I looked at the two files:
https://github.com/NOAA-GFDL/GFDL_atmos_cubed_sphere/blob/main/tools/fv_diag_column.F90
https://github.com/NOAA-GFDL/GFDL_atmos_cubed_sphere/blob/main/tools/fv_diagnostics.F90

But I do not see where these conflict.

I tried adding the "-std=legacy" option to the mkmf file creation as FFLAGS:

ARG FV3_FCFLAGS='-fallow-argument-mismatch -std=legacy'

but this didn't seem to have an impact.

I found some discussion here about the error, which indicates potential issues depending on the type of the input arguments, though I'm not sure if it's helpful for this case because as far as I can tell the types look ok:
https://community.intel.com/t5/Intel-Fortran-Compiler/FFTW3-real-to-complex-and-inverse-transforms/m-p/1156491/highlight/true?profile.language=ja

@StevePny - Along with the dycore and SHiELD_physics release, there was a corresponding SHiELD_build release which was used for downloading appropriate versions and building executables. The build system and RTS/CI solo model test scripts were tested with various versions if Intel as well as gcc 9.2 (sles 15) and gcc 10.2 (Centos 7). Please try that system and modify the site/environment.gnu.sh as needed.

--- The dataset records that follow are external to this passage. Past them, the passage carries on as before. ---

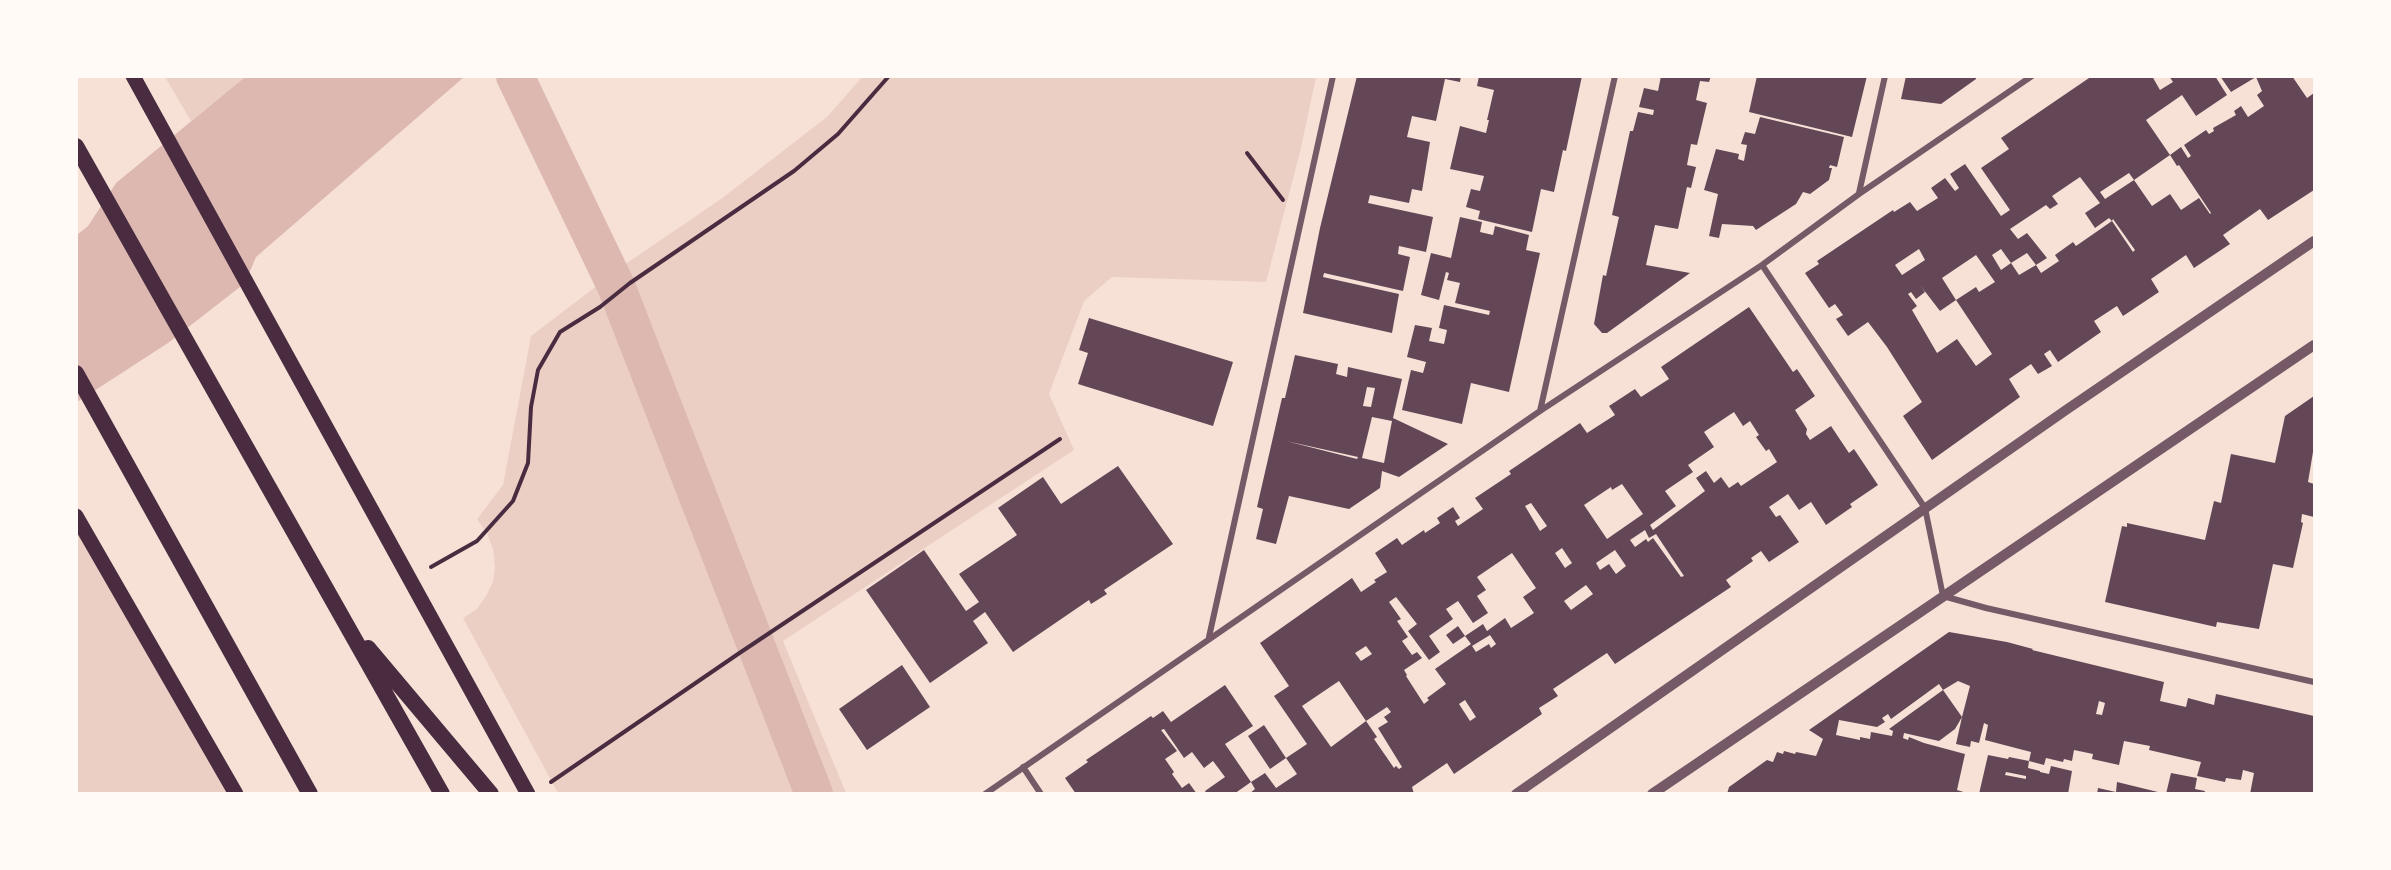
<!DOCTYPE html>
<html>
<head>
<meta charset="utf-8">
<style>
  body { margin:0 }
  #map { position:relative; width:2391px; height:870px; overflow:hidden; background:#f7e1d7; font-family:"Fira Sans",sans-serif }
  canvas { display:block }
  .frame { position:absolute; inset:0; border:78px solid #fffaf5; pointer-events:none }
</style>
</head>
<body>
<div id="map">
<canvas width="2391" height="870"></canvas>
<div class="frame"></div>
</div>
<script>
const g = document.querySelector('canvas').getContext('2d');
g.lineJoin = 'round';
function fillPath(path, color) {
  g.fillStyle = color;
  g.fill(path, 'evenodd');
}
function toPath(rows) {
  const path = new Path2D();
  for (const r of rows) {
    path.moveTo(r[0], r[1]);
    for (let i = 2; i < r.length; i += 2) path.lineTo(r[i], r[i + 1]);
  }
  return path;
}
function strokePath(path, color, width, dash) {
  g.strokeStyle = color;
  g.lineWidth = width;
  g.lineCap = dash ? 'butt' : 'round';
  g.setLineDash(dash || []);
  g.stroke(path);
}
fillPath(toPath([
  [165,77,245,77,191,121],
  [862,77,1316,77,1300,152,1266,282,1112,277,1084,301,1049,394,1074,450,783,641,846,793,558,793,463,618,477,609,486,596,493,582,495,566,493,549,487,533,477,519,503,485,531,336,627,263,721,199,828,116],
  [77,522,233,793,77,793]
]), '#ebcfc5');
fillPath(toPath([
  [245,77,464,77,256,257,245,283,168,343,77,402,77,235,88,226,116,183]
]), '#dcb8b0');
strokePath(toPath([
  [515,76,616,286,814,794]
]), '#dcb8b0', 38);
fillPath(toPath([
  [1357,76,1461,76,1460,82,1445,79,1436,121,1412,116,1407,137,1430,142,1422,191,1412,189,1409,203,1370,195,1368,203,1433,217,1426,252,1399,246,1398,254,1410,257,1403,291,1324,273,1323,277,1399,294,1392,333,1303,313,1320,228],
  [1479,76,1582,76,1566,151,1563,150,1554,192,1541,189,1532,232,1478,219,1480,211,1466,207,1471,189,1480,191,1484,176,1450,169,1460,126,1486,133,1489,120,1487,120,1494,90,1477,86],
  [1661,76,1711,76,1709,82,1700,81,1696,100,1707,103,1697,145,1691,144,1687,165,1696,167,1691,188,1687,187,1678,229,1655,225,1646,265,1690,273,1607,333,1602,333,1594,324,1603,275,1606,276,1619,217,1612,215,1630,131,1633,131,1638,112,1653,115,1654,110,1639,107,1644,88,1658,91],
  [1757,76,1867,76,1852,137,1749,112],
  [1906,76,1976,76,1976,79,1941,104,1901,99],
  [2092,76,2152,76,2160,90,2173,82,2169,76,2215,76,2227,95,2196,116,2182,95,2146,120,2170,155,2134,180,2129,173,2100,192,2105,199,2134,180,2152,206,2170,194,2181,210,2199,198,2210,214,2211,213,2179,165,2177,166,2170,155,2181,147,2188,158,2191,156,2184,145,2206,130,2209,134,2214,131,2213,128,2236,115,2234,111,2241,106,2248,117,2264,106,2257,95,2262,91,2256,77,2231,92,2220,76,2292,76,2307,98,2314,93,2314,190,2268,220,2260,209,2223,235,2230,244,2194,268,2186,255,2151,279,2159,292,2123,316,2117,306,2094,321,2101,332,2058,362,2050,350,2044,354,2052,366,2038,374,2031,364,2009,379,2020,397,1932,460,1903,416,1922,402,1887,347,1868,322,1848,336,1836,319,1843,315,1835,304,1829,308,1805,273,1819,264,1817,261,1893,210,1894,212,1910,202,1917,211,1938,198,1931,188,1945,178,1955,191,1959,188,1950,174,1965,164,2001,216,2010,210,1981,168,2009,149,2001,138],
  [2080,177,2100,203,2085,213,2095,228,2109,218,2112,221,2113,219,2135,250,2133,252,2112,221,2076,246,2073,242,2055,255,2059,261,2041,273,2036,265,2019,275,2011,263,2001,270,1992,255,2001,249,2011,263,2027,253,2036,265,2047,258,2027,233,2018,239,2010,229,2046,205,2050,209,2058,204,2052,196],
  [1919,249,1925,260,1902,275,1895,265],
  [1976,255,1995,282,1979,292,1976,287,1956,300,1942,278],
  [1920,285,1940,311,1956,300,1992,354,1976,366,1957,339,1937,353,1912,310,1917,306,1908,294,1911,292,1916,299,1925,292],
  [1760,117,1844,137,1837,167,1830,165,1829,168,1832,168,1829,180,1810,194,1803,192,1796,204,1756,230,1753,226,1722,224,1719,238,1709,236,1718,194,1704,190,1716,149,1739,154,1738,159,1744,161,1747,145,1741,144,1745,132,1755,134],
  [1460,217,1482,222,1480,232,1493,235,1495,226,1529,235,1526,250,1540,253,1509,392,1471,383,1462,424,1402,410,1411,370,1423,373,1426,362,1407,357,1415,325,1432,328,1429,341,1444,344,1447,330,1439,328,1444,305,1489,315,1490,311,1455,303,1460,283,1447,280,1449,273,1446,272,1439,300,1421,295,1431,253,1451,258],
  [1749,307,1793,372,1797,369,1815,396,1795,410,1807,429,1806,434,1810,440,1831,426,1849,453,1854,449,1878,485,1850,504,1852,507,1826,525,1811,502,1799,510,1788,494,1769,507,1776,517,1780,515,1799,542,1769,562,1761,551,1751,558,1753,561,1726,580,1731,587,1615,664,1607,653,1553,689,1558,696,1539,708,1542,714,1454,774,1447,763,1412,787,1414,794,1249,794,1255,789,1251,782,1265,773,1276,788,1297,774,1286,758,1270,769,1248,736,1264,725,1286,758,1307,744,1274,696,1289,686,1260,643,1352,578,1361,592,1376,582,1374,580,1387,572,1375,553,1397,538,1402,545,1424,530,1425,533,1440,523,1437,518,1453,507,1460,518,1455,521,1458,526,1483,509,1475,498,1511,474,1509,471,1580,423,1587,433,1615,415,1609,406,1635,389,1641,397,1669,379,1661,367],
  [1734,412,1743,426,1750,421,1759,435,1756,437,1766,451,1769,449,1777,462,1741,486,1738,482,1729,488,1721,477,1714,483,1706,471,1696,478,1705,491,1653,530,1650,525,1676,506,1665,491,1693,472,1688,465,1714,447,1704,432],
  [1622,484,1643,514,1607,539,1584,505,1611,487,1612,490],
  [1531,503,1547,526,1540,531,1525,506],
  [1645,530,1649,538,1656,534,1684,576,1681,577,1653,538,1648,542,1646,539,1635,547,1630,540],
  [1562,548,1572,563,1565,568,1555,553],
  [1615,550,1626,566,1616,574,1609,564,1600,570,1596,563],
  [1512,553,1536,588,1523,597,1534,613,1511,628,1505,618,1487,631,1483,624,1465,636,1458,626,1446,635,1453,644,1465,636,1471,644,1435,669,1446,684,1427,698,1429,700,1424,704,1406,676,1407,675,1404,670,1422,658,1417,652,1412,655,1402,641,1408,637,1397,621,1401,619,1389,602,1396,597,1417,624,1408,631,1429,660,1440,652,1429,636,1453,619,1446,609,1458,601,1473,623,1488,613,1477,596,1486,590,1477,577],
  [1586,585,1593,594,1571,610,1564,601],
  [1490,635,1496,644,1491,648,1489,644,1476,652,1472,646],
  [1366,646,1372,654,1361,661,1355,653],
  [1339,681,1366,721,1387,707,1391,712,1384,717,1388,722,1378,728,1402,767,1399,769,1396,766,1394,768,1374,739,1377,737,1366,721,1331,747,1302,706],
  [1465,700,1476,717,1470,721,1459,704],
  [1089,318,1233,362,1213,426,1078,384,1088,353,1079,350],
  [1295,355,1338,364,1336,374,1347,377,1348,367,1402,379,1393,418,1448,444,1399,477,1382,471,1380,488,1349,509,1289,496,1276,544,1256,539,1263,509,1257,507,1282,398,1285,398],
  [1367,387,1375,388,1371,407,1363,406],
  [1372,417,1392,421,1384,463,1362,458],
  [1286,441,1358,457,1357,459],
  [2314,396,2314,446,2308,482,2314,484,2314,517,2302,514,2301,522,2303,523,2293,568,2273,564,2259,629,2217,622,2216,627,2105,602,2122,526,2127,527,2127,523,2205,540,2214,501,2221,503,2231,454,2275,463,2285,416],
  [1118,466,1173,544,1104,590,1107,594,1091,604,1089,600,1013,652,985,612,973,621,988,643,930,683,866,590,924,550,966,611,979,602,959,574,1017,535,998,508,1043,477,1061,504],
  [1949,632,2007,642,2033,649,2032,650,2164,682,2160,701,2186,707,2188,698,2214,705,2216,694,2314,716,2314,794,2250,794,2254,773,2243,770,2241,780,2226,778,2225,782,2197,776,2201,762,2149,750,2150,746,2124,741,2119,765,2092,759,2093,754,2074,750,2072,761,2064,759,2063,762,2046,758,2044,765,2029,761,2031,752,1985,740,1988,725,1984,723,1979,743,1971,741,1970,747,1956,744,1962,717,1955,729,1939,741,1904,733,1903,738,1908,740,1909,737,1924,743,1965,754,1957,790,1970,794,1727,794,1729,787,1767,760,1773,762,1777,752,1783,754,1784,751,1795,754,1796,752,1816,756,1823,739,1809,730],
  [1958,681,1970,686,1962,717,1943,690],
  [1939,684,1943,690,1889,729,1893,731,1892,736,1871,732,1870,739,1860,737,1860,740,1836,735,1839,720,1877,727,1885,722,1882,718,1888,714,1891,719],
  [2099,701,2105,703,2102,715,2096,714],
  [902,665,930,707,867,750,839,709],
  [1225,685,1253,726,1225,744,1251,782,1234,794,1207,794,1205,791,1225,777,1213,761,1204,768,1192,752,1184,758,1164,729,1161,730,1177,751,1165,759,1174,772,1172,774,1182,788,1189,783,1197,794,1076,794,1065,778,1088,762,1086,760,1151,716,1153,718,1163,711,1171,722],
  [1988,755,2008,759,2009,757,2029,761,2028,768,2040,771,2040,772,2049,774,2051,766,2072,771,2068,794,1979,794],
  [2006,772,2026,776,2026,779,2005,775],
  [2171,773,2197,778,2195,789,2205,791,2204,794,2166,794],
  [2117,782,2162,793,2162,794,2097,794,2098,788,2116,792]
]), '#644757');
strokePath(toPath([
  [1247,153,1283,200],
  [431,567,477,541,513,501,528,463,531,407,538,370,560,332,600,307,630,283,794,171,838,134,889,76],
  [551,782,738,654,1060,439]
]), '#4a2c40', 4);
strokePath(toPath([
  [1859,193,1885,76],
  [1762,265,1925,508,1943,596,1986,608,2314,682],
  [1540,411,1615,76],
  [1209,637,1333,76],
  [1023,767,1041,794],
  [985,794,1540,411,1762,265,1859,194,2032,76]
]), '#755966', 6);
strokePath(toPath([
  [1516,794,2066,410,2314,241],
  [1652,794,2314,345]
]), '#755966', 10);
strokePath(toPath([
  [133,76,528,794],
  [76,516,236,794]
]), '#4a2c40', 15);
strokePath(toPath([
  [76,146,442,794],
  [76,373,310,794],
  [368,648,491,794]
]), '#4a2c40', 16);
</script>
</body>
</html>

Hi @bensonr, I've set up my dockerfile now with the SHiELD_build release. However, I ended up defining the environment variables 'manually' in the dockerfile outside of site/environment.gnu.sh. I opened some issues there regarding portability. It would be helpful if there was a generic template that could take these perhaps as input arguments so I can keep the same structure as your build steps without too many sed-based modifications.

@StevePny - Thanks for alerting me to the issues in SHiELD_build. It was a new repo and I hadn't yet modified my options to watch it. If it's okay, I'll close out this issue and take up the conversation over there.